[Saved entries]
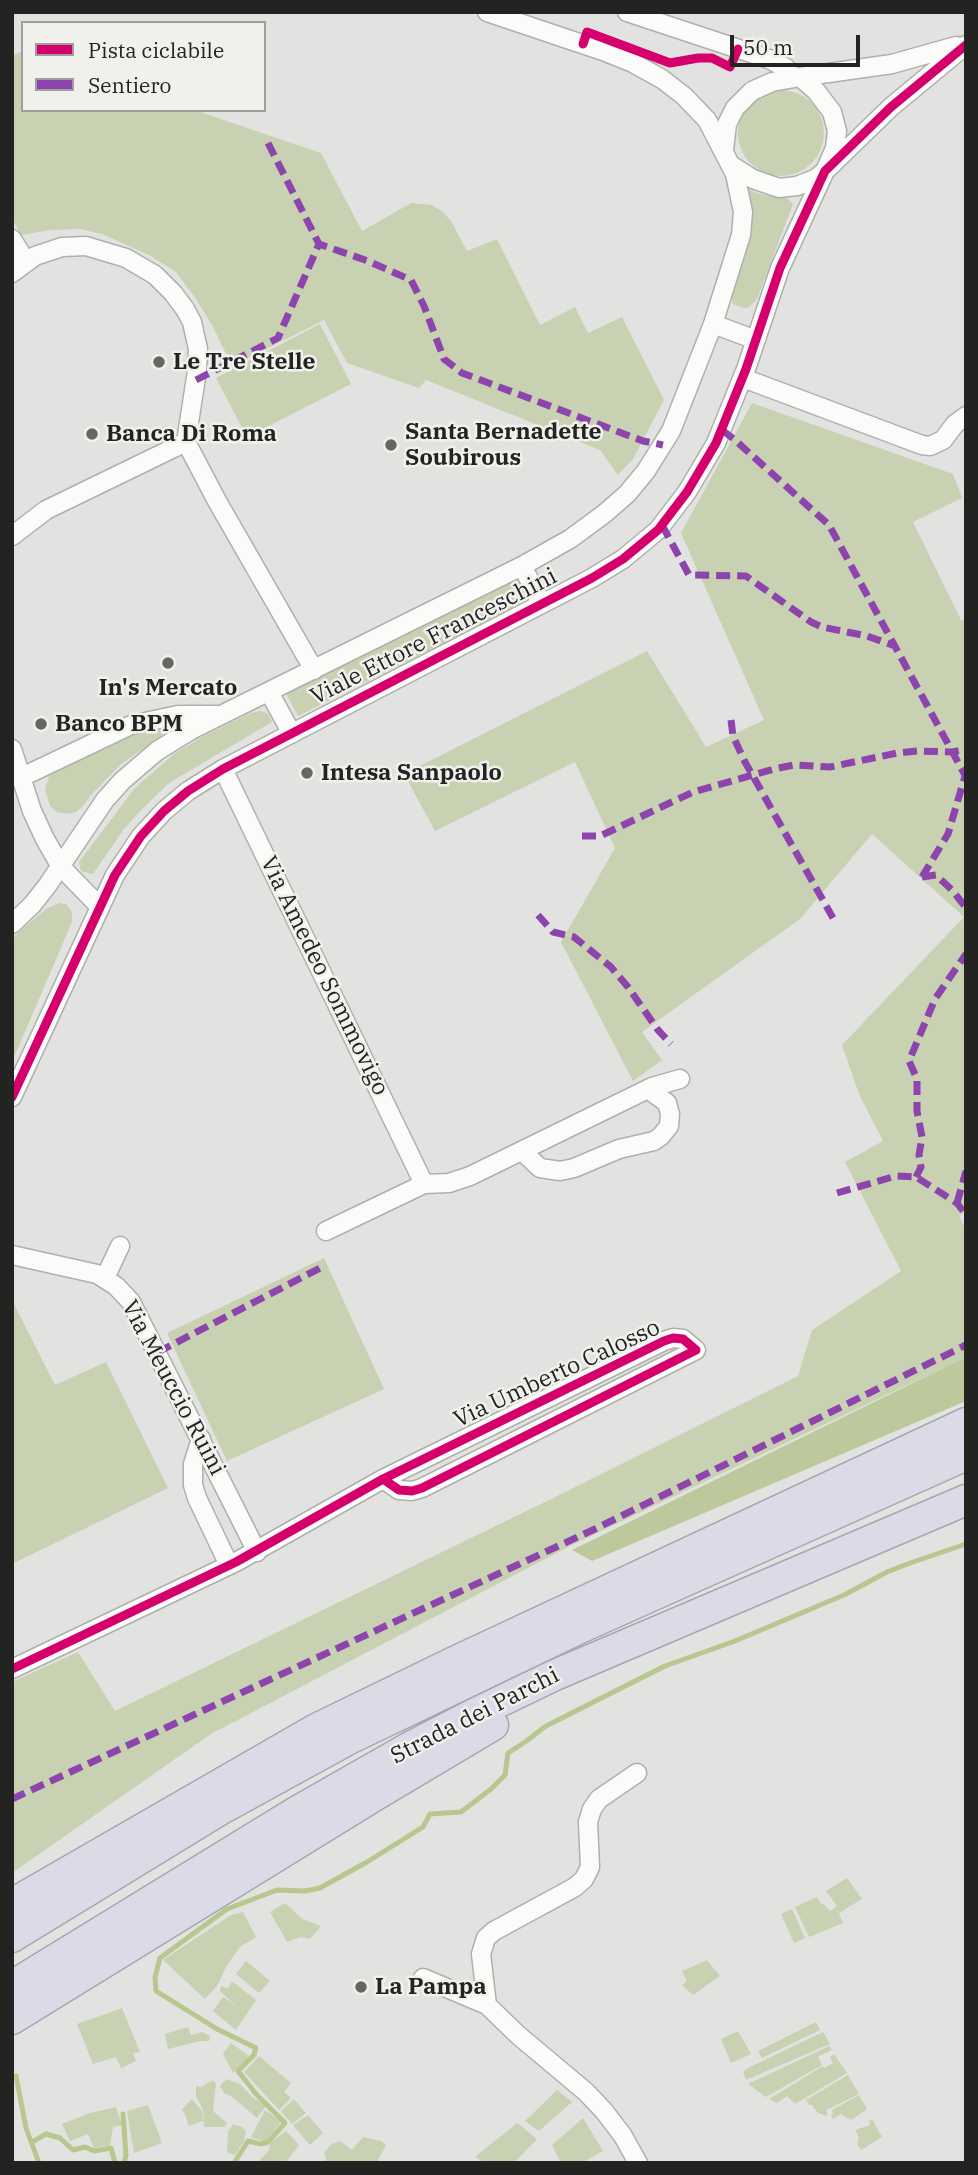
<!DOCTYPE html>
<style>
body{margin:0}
#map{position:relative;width:978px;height:2175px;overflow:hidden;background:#e2e3e1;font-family:"IBM Plex Serif",serif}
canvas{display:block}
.frame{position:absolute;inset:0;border:14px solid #232322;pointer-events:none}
.legend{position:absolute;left:21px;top:21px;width:245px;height:91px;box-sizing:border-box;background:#f0f1ed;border:2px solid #9e9f9c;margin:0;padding:9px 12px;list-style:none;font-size:21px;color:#232322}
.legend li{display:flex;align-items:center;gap:14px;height:35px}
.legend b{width:35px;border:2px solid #9e9f9c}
.scale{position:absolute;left:730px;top:35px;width:130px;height:32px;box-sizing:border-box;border:4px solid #232322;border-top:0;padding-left:9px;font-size:21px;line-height:24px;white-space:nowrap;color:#232322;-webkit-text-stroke:5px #f0f1ed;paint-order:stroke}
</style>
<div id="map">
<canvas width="978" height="2175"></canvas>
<div class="frame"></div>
<ul class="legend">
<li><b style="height:9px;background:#d6006c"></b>Pista ciclabile</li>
<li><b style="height:9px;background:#8e44ad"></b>Sentiero</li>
</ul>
<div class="scale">50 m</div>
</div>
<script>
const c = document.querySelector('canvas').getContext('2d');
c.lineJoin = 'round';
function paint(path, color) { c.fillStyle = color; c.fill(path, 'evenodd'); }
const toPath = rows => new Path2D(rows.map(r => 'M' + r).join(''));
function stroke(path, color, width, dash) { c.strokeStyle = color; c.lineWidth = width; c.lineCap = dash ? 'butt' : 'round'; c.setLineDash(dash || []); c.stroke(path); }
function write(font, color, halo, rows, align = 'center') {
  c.font = font + ' "IBM Plex Serif",serif'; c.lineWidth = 5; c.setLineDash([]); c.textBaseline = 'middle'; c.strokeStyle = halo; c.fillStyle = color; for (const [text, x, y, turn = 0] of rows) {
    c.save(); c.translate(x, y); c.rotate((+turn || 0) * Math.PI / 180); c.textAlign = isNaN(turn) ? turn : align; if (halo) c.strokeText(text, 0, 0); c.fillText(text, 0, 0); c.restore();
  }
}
const green = toPath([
 [20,52,23,53,23,110,194,110,321,153,362,231,411,203,432,205,443,212,451,221,467,251,497,239,540,325,575,307,588,333,622,317,664,400,633,459,618,475,600,450,426,380,419,388,347,363,324,320,232,366,212,325,194,296,176,272,149,255,102,234,80,229,51,230,21,235,12,218,12,56],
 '738 133a43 43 0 1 1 86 0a43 43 0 1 1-86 0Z',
 [748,189,759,194,787,198,793,204,757,299,749,307,744,308,733,304,730,292,750,235,751,217],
 [320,324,351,384,247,437,216,378],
 [752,403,953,474,962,498,913,522,961,620,966,620,966,1212,959,1216,966,1229,966,1357,570,1546,211,1734,12,1873,12,1682,78,1652,115,1711,543,1503,798,1376,812,1330,901,1271,845,1162,883,1141,859,1094,842,1045,964,917,872,834,800,919,642,1032,662,1060,633,1081,561,942,615,848,575,762,435,831,404,774,647,651,706,747,764,720,681,533],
 [517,578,528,601,298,716,286,693],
 [261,711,268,714,272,722,169,783,141,810,124,829,93,874,81,871,79,862,135,788,174,754,204,736,253,712],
 [155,725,161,730,162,736,121,764,91,795,82,807,76,812,67,814,57,812,50,806,45,789,49,776,146,726],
 [59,903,66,904,72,912,72,922,12,1062,12,938,46,909],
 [324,1258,384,1389,227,1461,167,1333],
 [12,1300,55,1385,106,1362,168,1488,12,1564],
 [847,1878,862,1899,839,1913,843,1923,809,1937,795,1907,817,1897,822,1905,824,1904,830,1911,837,1906,826,1891],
 [285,1903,302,1919,321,1926,310,1939,301,1937,287,1942,270,1912],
 [792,1909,805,1938,794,1943,781,1914],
 [243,1912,256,1937,240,1947,227,1965,217,1986,205,1999,163,1960,231,1915],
 [707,1960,720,1976,693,1995,682,1985,687,1981,682,1971],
 [246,1961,270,1981,259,1993,236,1974],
 [232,1981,256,2000,236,2030,213,2011,223,1997,236,2006,220,1991,221,1986,228,1988],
 [122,2008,140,2052,133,2053,136,2061,121,2068,116,2057,93,2064,77,2024],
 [816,2022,820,2030,762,2058,758,2051],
 [188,2027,191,2035,202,2032,210,2036,209,2041,201,2041,168,2049,165,2034],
 [738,2031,751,2054,731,2063,721,2039],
 [823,2032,830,2044,746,2080,743,2072,746,2069],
 [231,2043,249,2056,233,2073,223,2054],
 [829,2046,832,2050,818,2057,822,2065,766,2097,748,2084],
 [834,2054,847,2073,795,2104,787,2096,777,2103,769,2099,823,2066,824,2068,833,2063,830,2057],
 [259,2056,291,2083,284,2092,291,2098,279,2110,244,2072],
 [848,2075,859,2094,826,2110,828,2115,825,2116,817,2112,812,2105,809,2105,806,2100],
 [226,2079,240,2084,251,2096,266,2106,257,2118,232,2097,224,2093,220,2086],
 [213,2080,216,2084,213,2111,227,2123,224,2127,204,2127,203,2110,196,2096,196,2086,201,2087],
 [557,2090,572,2102,539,2131,525,2121],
 [859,2095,867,2109,851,2120,841,2114,833,2119,831,2115,833,2113,832,2110],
 [192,2099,202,2111,203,2121,189,2126,184,2112,181,2110],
 [294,2099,306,2113,292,2124,281,2111],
 [148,2105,162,2143,134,2153,127,2111],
 [116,2107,122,2125,113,2127,110,2145,94,2148,88,2134,70,2141,62,2124,90,2113],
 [265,2110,281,2122,265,2142,251,2137],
 [308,2115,323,2133,310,2145,293,2125],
 [583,2118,603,2151,581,2163,561,2163,552,2145],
 [872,2119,882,2137,861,2150,857,2144,859,2138,855,2130,870,2125,869,2121],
 [517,2123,537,2139,516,2161,512,2163,485,2163,475,2157],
 [233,2124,242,2127,246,2131,244,2141,235,2155,227,2152,228,2132],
 [286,2131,299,2145,285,2163,257,2163,269,2150,270,2143],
 [363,2137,381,2141,386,2145,378,2160,379,2163,327,2163,324,2152,332,2144,340,2141,352,2150]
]);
const forest = toPath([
 [966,1357,966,1401,592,1561,572,1550]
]);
const stream = toPath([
 [16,2076,26,2128,39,2163],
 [123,2114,126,2155,124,2163],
 [32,2142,46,2134,60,2138,73,2150,85,2147,94,2151,111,2148,115,2163],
 [234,2163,248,2141,261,2144,268,2142,285,2123,256,2094,238,2071,254,2055,256,2048,217,2029,156,1991,155,1977,160,1958,227,1909,277,1890,305,1891,320,1888,367,1862,423,1827,430,1814,461,1812,491,1789,505,1775,508,1753,525,1742,546,1726,665,1666,735,1641,844,1595,887,1572,910,1563,966,1544]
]);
const street = toPath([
 [627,12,769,59,786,68,794,78],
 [800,77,892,64,956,46],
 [724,150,727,124,735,108,752,91,772,82,800,77,816,91,832,112,837,131,835,148,825,171,815,179,797,186,779,188,753,179,731,165],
 [12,239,26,262],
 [12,273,35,256,62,247,86,246,126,258,155,275,173,293,185,309,192,322,198,349,197,371,186,442,46,510,12,536],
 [713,324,756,340],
 [743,378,922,445,930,446,943,440,955,424,966,416],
 [186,442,217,501,314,670],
 [522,566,542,604],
 [269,692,291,732],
 [12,749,32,811,45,839,61,867,99,906],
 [223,769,424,1184,449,1183,470,1176,652,1087,680,1079],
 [22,777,131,725,178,715,217,715],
 [12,924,32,905,47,886,105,800,122,781,157,751,191,730,522,566,570,539,604,514,627,494,646,471,671,431,713,324,741,235,743,212,735,174,707,120,684,96,662,79,633,63,603,51,487,12],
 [12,1097,115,875,141,836,164,811,188,791,223,769,592,578,623,559,658,530,687,492,716,443,746,369,780,268,825,171,891,107,966,45],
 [522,1151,540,1168,560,1171,574,1168,619,1149,654,1141,661,1136,669,1126,670,1114,667,1103,648,1089],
 [326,1231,424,1184],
 [12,1255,97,1274,116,1286,131,1302,257,1552],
 [105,1278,120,1246],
 [201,1439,193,1464,193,1485,197,1498,229,1565],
 [12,1669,236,1562,383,1479,664,1341,673,1338,683,1339,696,1350,422,1488,412,1491,399,1490,383,1479],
 [423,1978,487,2005,518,2035,586,2092,604,2111,623,2136,638,2163],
 [487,2005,481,1954,486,1938,494,1931,575,1887,584,1879,590,1867,588,1822,592,1809,599,1799,637,1773]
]);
const highway = toPath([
 [12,1904,316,1729,454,1662,966,1423],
 [12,1937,223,1808,347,1740,582,1627,966,1455],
 [12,1986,296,1812,410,1747,470,1716,555,1675,966,1500],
 [12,2019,374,1796,493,1725]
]);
const quiet = toPath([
 [268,143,319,244],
 [196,380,278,338,319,244,368,261,411,280,424,306,444,359,462,373,643,441,663,445],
 [722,430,735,440,829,525,966,777],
 [662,525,689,575,746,576,811,622,822,627,867,636,895,646],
 [731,720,733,736,745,762,833,918],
 [582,836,600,836,693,792,774,769,794,765,830,767,897,753,918,751,952,752,966,749],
 [922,877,948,834,965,776],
 [922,877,936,875,953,891,966,908],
 [538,915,553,932,574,937,611,967,628,987,658,1030,671,1044],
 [916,1177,921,1167,919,1155,922,1137,917,1111,917,1079,909,1061,935,999,966,954],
 [837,1193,896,1176,916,1177,957,1203,966,1215],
 [957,1203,966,1171],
 [158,1352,324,1266],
 [12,1799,595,1529,966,1345]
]);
const cycleway = toPath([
 [583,44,587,32,670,63,698,58,712,58,730,67,738,49],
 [12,1097,115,875,141,836,164,811,188,791,223,769,592,578,623,559,658,530,687,492,716,443,746,369,780,268,825,171,891,107,966,45],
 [12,1669,236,1562,383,1479,664,1341,673,1338,683,1339,696,1350,422,1488,412,1491,399,1490,383,1479]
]);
const markers = [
 [159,362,7,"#666665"],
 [92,434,7,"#666665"],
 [391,445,7,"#666665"],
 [168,663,7,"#666665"],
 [41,724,7,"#666665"],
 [307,773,7,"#666665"],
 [361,1987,7,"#666665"]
];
const poiNames = [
 ["Le Tre Stelle",173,362],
 ["Santa Bernadette",405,432],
 ["Soubirous",405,458],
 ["Banca Di Roma",106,434],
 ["In's Mercato",168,688,"center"],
 ["Banco BPM",55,724],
 ["Intesa Sanpaolo",321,773],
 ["La Pampa",375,1987]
];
const streetNames = [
 ["Viale Ettore Franceschini",434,637,-27],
 ["Via Amedeo Sommovigo",324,976,64],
 ["Via Umberto Calosso",557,1374,-25],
 ["Via Meuccio Ruini",173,1388,62],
 ["Strada dei Parchi",475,1716,-27]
];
paint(green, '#c8d1b1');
paint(forest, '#bdc89c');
stroke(stream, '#b8c78e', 5);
stroke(street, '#afb0ae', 21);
stroke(highway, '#a6a6b2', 33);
stroke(street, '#fbfbfa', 18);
stroke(highway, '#dbdae7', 30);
stroke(quiet, '#8e44ad', 7, [14, 7]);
stroke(cycleway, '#d6006c', 9);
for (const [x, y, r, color] of markers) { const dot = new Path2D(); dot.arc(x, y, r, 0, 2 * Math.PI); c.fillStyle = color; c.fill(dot); stroke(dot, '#f0f1ed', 2.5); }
write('bold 23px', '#232322', '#f0f1ed', poiNames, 'left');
write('23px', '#232322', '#f0f1ed', streetNames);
</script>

• [Your instructions]: Count how many lines of the entries contain the word "strokeStyle", and respond with that count only.

• [Worked solution]: 2